I'm a little handy on both guitar and drums and mainly play Death Metal, currently learning some Decrepit Birth tabs and also I'm trying(and failing) to learn some Dying Fetus. Really, really takes it's toll on you, especially songs from their Decend into Depravity album, such mental drumming in that!

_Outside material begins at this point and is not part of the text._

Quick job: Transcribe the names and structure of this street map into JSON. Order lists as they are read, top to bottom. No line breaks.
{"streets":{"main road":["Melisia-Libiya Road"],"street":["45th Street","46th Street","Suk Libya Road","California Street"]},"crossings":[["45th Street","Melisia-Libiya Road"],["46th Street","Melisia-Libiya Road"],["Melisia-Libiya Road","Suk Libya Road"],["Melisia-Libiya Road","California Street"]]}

This is the latest songs I've fully mastered(well, sort of ) on guitar and drums.
[video=youtube;5_hedpKGkzk]http://www.youtube.com/watch?v=5_hedpKGkzk[/video]


----------



## Dr. Greenhorn (Mar 14, 2013)

I play guitar, acoustic mainly, and ukulele. As far as styles and genres, I love to play reggae and anything bob marley. Hawaiian music, jawaiian music *Hawaiian reggae* . But I also like to play all kinds of music. Whatever sounds good to me


----------



## aknight3 (Mar 14, 2013)

i like to play acoustic guitar, sometimes maybe electric if im in the mood, i like the play things like : blackbird ; wish you were here but i make my own versions ; i like to also make alot of my own things up and songs from james taylor are especially fun, because of the fingerpicking, carolina in my mind comes to mind, i also like to play some jerry of course, but i need to learn more, i have only been playing for 1 year, not nearly long enough to consider myself a musician, but i do enjoy plucking a 6 string i do


----------



## theexpress (Mar 14, 2013)

Dr. Greenhorn said:


> I play guitar, acoustic mainly, and ukulele. As far as styles and genres, I love to play reggae and anything bob marley. Hawaiian music, jawaiian music *Hawaiian reggae* . But I also like to play all kinds of music. Whatever sounds good to me


hahahahahahahahahhhahahahaha i knew u played the ukulele


----------



## lahadaextranjera (Mar 14, 2013)

Dr. Greenhorn said:


> I play guitar, acoustic mainly, and ukulele. As far as styles and genres, I love to play reggae and anything bob marley. Hawaiian music, jawaiian music *Hawaiian reggae* . But I also like to play all kinds of music. Whatever sounds good to me


Nah, you just play the spoons. Sometimes the saucepans too. On good days maybe the steel drums too!!


----------



## Dr. Greenhorn (Mar 14, 2013)

theexpress said:


> hahahahahahahahahhhahahahaha i knew u played the ukulele


 

I heard your a master skin flute player bro, hahahaha


----------



## theexpress (Mar 14, 2013)

lahadaextranjera said:


> Nah, you just play the spoons. Sometimes the saucepans too. On good days maybe the steel drums too!!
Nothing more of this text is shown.